The Dallas Summer Musicals had several shows this year my wife and I wanted to see, so we bought season tickets. Our daughter and son-in-law ended up going with us as well; we enjoyed Wicked, Chicago, and, of course, Spamalot among others, all at 8:00pm on Sunday evening.
This evening was Lion King, the spectacularly costumed musical version of the Disney movie. It also happened to be opening weekend of the Texas State Fair, so we arrived extra early, around an hour before showtime. Since we were so early, we decided to go and look at a few trucks and the new Honda’s at the Auto Show pavilion. We strolled back over to the Music Hall around 7:40, with plenty of time to buy a t-shirt and get to our seats. Or so we thought. (That’s called foreshadowing, used only by your professional bloggers. Don’t try this at home.)
We thought it odd that no one was in the hallway, but figured it was because the doors had already opened and everyone had already headed for their seats. Except the doors weren’t open. Realization slowly dawned as one of the ushers said, “You need to hurry, we’re about to have a ten-minute blackout.” It seemed tonight’s show began at 7:00pm, not 8:00pm. We had forgotten to do a very simple thing — look at the starting time on the ticket. We got caught in that most human of predicaments, the assumption.
It isn’t a new predicament. The prophet Nathan stumbled into it several thousand years ago. Nathan was a mighty prophet in Israel. It was he who uttered the infamous words, “You are that man!” to King David, after David’s shameful escapades with Bathsheba and Uriah (2 Samuel 12:1-15). But a few years before that, in 2 Samuel 7, Nathan fell prey to the same trap we did tonight.

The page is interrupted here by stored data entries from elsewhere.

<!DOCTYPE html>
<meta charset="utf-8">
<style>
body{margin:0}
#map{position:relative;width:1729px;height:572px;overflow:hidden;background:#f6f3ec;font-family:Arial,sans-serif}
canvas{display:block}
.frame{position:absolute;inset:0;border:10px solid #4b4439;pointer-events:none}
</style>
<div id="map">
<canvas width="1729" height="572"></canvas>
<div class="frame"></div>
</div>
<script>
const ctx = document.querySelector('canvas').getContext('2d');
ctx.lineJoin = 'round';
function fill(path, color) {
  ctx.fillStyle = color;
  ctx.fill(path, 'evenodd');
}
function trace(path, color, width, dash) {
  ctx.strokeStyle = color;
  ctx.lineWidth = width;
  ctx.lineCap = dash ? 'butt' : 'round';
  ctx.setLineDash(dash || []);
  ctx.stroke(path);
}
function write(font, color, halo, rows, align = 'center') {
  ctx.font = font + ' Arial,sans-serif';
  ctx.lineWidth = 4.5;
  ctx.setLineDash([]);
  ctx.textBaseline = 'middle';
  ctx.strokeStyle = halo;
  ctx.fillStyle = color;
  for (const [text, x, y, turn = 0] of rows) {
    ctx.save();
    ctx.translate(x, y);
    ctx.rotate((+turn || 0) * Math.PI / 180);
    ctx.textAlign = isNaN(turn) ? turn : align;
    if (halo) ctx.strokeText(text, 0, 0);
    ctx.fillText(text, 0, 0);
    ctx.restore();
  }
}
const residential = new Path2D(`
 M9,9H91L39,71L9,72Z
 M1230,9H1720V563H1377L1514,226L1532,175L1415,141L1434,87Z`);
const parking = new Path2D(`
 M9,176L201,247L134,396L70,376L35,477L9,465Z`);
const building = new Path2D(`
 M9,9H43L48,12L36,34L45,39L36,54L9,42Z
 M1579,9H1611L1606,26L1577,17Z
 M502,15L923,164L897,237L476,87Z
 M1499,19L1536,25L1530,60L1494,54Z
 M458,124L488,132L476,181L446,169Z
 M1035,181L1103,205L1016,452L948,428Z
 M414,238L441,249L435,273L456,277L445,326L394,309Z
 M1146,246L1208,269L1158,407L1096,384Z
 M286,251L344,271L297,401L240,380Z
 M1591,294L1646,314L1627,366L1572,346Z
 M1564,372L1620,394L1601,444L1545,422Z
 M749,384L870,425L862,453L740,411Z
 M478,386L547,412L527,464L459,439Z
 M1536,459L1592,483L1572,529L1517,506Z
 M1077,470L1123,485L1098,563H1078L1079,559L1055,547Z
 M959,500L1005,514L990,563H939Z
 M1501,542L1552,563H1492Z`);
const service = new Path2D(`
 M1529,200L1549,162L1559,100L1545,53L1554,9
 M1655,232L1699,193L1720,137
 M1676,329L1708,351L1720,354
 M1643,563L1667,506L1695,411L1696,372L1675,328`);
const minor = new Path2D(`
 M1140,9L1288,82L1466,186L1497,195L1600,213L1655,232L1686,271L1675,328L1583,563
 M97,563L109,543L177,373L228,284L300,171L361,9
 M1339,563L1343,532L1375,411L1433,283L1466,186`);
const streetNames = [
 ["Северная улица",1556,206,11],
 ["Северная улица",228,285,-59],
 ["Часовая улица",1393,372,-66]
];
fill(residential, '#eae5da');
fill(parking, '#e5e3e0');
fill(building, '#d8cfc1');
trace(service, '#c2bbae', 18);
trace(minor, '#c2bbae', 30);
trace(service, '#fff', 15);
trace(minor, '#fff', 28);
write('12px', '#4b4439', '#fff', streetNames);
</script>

There was peace in the land, David had built himself a beautiful cedar house, but God still dwelt in a tent. David decided that wasn’t a good thing, so he had the prophet, God’s voice to the people, come over for the evening and told Nathan his thoughts. “Let’s build a stupendous house for God,” David told Nathan. “Great idea!” Nathan replied, “Do whatever you have on your mind.” Because, of course, it was a great idea. What could be wrong with building God a great big house?
Well, nothing, except God hadn’t asked for a great big house. And He wasn’t interested in David building Him one. Which He told Nathan that night when Nathan got home. And told Nathan he had to go back and tell David to call off the building. Don’t you know that was a pleasant conversation for Nathan? “Umm, King David, ummm, well, you see, ummm, you know that building idea you had that I said was a great idea? Well, ummm, I know I’m the prophet and everything, but, ummm… Gosh, this is hard.”
Nathan assumed. He heard an idea, he decided it was a great idea, but just like we didn’t bother to check the tickets (hey, they’ve all started at 8:00pm), Nathan didn’t bother to check with God.
If it was only show times, I wouldn’t worry much. But it’s frightening to me that I might make an assumption far more serious. That when someone asks me what they should do about a problem in their marriage, or with their finances, or about changing jobs, or whatever else the question might be, that I would give them the “obvious” answer. The “obvious,” and wrong, answer.
What are you assuming today? What might you assume tomorrow? Let’s you and I remember to check with God on all our decisions, because His answers often aren’t the obvious ones.